___ DATA FOR ANALYSIS ___

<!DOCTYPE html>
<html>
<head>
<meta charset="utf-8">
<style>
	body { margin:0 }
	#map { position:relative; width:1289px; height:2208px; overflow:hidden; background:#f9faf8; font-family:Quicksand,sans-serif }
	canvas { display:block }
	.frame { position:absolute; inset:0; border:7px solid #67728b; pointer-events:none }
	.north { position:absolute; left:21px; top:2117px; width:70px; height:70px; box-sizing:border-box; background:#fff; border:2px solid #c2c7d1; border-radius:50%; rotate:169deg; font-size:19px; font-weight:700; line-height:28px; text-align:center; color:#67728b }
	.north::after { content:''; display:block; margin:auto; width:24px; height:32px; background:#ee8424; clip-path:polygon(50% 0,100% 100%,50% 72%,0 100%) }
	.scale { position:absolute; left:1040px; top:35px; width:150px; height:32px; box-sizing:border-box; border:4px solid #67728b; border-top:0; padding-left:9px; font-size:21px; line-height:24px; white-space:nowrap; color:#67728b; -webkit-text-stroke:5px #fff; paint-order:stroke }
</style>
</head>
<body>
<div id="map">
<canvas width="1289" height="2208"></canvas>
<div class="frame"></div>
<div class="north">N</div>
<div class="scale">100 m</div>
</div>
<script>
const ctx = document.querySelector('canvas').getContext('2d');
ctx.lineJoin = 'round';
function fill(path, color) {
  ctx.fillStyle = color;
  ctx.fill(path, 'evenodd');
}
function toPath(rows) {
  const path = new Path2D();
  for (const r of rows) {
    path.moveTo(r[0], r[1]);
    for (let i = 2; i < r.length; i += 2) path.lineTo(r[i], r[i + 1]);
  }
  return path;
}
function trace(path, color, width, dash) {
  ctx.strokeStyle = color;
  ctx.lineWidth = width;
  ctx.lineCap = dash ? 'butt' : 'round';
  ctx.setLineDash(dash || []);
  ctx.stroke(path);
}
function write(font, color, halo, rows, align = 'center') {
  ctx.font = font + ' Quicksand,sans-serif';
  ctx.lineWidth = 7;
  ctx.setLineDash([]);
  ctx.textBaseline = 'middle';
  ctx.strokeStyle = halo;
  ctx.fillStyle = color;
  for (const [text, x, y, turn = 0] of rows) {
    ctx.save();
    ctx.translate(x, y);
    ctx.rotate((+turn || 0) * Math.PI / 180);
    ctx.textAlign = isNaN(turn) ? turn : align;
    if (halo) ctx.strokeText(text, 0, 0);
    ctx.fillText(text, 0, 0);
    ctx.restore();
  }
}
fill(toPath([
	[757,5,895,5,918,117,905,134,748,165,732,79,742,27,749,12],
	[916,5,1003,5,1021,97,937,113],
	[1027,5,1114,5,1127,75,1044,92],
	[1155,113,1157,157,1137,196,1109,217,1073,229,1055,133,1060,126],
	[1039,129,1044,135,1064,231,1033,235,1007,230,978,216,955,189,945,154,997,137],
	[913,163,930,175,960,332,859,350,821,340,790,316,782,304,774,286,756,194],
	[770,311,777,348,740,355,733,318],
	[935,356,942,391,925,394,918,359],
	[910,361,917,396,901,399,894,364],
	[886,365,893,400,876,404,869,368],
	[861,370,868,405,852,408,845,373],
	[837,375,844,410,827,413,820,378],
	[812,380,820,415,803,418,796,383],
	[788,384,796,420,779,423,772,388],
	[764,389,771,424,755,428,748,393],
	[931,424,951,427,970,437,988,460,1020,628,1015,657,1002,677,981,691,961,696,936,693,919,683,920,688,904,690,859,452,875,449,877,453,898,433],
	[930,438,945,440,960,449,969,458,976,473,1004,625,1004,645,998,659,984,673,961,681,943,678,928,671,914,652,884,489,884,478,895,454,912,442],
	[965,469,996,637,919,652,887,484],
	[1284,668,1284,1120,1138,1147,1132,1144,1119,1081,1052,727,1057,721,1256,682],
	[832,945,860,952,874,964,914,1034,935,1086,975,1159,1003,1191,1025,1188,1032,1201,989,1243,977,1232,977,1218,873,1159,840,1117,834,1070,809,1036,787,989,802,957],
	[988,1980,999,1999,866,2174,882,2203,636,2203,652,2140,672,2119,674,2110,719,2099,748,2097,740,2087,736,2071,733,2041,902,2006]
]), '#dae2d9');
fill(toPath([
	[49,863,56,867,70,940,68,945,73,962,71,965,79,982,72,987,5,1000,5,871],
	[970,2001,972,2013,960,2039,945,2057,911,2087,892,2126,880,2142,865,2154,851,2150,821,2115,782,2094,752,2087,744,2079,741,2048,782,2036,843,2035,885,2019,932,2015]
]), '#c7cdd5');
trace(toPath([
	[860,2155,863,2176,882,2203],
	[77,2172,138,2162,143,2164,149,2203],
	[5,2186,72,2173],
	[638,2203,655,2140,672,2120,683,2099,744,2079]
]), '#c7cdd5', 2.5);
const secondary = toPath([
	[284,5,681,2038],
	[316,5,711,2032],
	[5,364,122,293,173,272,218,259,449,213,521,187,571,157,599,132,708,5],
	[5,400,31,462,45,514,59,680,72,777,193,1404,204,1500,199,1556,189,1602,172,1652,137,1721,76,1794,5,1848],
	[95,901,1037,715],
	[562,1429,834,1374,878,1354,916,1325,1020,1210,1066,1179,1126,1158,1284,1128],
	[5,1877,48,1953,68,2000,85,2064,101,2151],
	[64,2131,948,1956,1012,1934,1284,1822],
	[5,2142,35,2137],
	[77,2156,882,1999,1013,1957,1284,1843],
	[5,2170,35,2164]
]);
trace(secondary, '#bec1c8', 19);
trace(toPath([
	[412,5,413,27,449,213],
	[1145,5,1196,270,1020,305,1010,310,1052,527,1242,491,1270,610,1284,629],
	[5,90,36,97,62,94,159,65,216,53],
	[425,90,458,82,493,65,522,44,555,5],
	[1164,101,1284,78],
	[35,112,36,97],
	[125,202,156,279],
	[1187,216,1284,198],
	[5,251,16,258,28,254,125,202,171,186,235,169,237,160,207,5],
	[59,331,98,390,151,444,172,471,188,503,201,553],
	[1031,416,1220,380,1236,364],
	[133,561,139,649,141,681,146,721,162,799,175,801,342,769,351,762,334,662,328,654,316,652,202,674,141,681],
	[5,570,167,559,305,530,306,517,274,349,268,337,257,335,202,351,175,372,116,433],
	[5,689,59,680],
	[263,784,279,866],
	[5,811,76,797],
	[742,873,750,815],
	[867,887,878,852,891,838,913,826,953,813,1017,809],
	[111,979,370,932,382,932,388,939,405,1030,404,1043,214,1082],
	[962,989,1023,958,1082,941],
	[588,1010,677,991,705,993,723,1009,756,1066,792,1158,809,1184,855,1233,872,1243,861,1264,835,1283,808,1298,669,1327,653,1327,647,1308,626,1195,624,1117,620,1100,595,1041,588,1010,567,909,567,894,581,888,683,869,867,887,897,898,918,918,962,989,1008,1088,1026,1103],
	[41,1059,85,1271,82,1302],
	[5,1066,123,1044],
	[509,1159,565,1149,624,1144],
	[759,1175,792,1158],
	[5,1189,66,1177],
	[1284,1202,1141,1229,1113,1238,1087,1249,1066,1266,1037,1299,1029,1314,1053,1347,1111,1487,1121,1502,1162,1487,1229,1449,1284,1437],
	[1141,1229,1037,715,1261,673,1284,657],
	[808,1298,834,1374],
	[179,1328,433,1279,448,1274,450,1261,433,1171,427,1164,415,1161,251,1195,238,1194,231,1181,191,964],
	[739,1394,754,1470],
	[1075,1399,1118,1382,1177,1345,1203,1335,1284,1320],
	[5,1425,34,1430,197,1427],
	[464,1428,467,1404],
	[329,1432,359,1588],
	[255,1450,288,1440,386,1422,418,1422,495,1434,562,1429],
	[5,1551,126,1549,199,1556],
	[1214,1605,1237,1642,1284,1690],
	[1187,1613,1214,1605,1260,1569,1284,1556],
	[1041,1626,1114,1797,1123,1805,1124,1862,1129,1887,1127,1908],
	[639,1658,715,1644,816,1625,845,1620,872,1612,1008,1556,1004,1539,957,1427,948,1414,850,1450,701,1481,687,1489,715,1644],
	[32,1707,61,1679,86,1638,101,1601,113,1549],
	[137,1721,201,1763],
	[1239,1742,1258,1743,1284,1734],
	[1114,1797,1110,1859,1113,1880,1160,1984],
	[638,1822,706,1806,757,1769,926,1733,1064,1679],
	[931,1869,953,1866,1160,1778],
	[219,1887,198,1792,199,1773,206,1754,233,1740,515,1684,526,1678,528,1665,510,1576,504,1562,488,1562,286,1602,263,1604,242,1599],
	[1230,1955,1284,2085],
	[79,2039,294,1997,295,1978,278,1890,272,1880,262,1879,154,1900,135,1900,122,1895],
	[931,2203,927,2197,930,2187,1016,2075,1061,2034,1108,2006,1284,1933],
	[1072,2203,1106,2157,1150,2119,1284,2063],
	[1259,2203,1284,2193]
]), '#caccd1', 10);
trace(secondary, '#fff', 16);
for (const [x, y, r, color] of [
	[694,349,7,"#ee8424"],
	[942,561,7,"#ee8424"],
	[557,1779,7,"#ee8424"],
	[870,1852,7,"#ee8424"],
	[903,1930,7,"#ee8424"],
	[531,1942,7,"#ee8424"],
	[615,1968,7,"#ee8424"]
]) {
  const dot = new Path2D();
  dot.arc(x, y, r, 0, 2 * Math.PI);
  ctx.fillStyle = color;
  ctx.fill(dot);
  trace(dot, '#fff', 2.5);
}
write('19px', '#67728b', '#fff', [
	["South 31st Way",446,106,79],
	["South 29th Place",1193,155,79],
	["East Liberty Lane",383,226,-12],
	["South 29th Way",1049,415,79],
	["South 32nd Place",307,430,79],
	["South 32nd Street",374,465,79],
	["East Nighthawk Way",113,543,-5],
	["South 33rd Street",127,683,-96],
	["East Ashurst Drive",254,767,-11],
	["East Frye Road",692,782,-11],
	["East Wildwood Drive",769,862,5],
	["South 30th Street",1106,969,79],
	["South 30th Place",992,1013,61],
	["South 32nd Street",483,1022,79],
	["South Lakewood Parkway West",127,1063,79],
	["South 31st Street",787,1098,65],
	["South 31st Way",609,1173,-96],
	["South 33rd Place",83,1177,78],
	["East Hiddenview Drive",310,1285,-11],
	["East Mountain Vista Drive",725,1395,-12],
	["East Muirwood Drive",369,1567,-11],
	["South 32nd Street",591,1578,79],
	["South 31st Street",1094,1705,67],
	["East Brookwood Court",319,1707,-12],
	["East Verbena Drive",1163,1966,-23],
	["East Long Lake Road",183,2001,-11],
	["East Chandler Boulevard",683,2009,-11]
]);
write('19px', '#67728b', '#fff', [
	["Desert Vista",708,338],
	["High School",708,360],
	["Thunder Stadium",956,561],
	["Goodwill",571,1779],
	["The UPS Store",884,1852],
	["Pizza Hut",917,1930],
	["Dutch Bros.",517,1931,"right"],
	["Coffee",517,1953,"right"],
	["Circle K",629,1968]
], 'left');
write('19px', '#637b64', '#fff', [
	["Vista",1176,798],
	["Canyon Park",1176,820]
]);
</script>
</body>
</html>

___

-- EXERCISE REQUIREMENTS --
Tally the lines of the listing that hold the string "canvas", then reply with that number alone.

-- RESULT OF THE EXERCISE --
3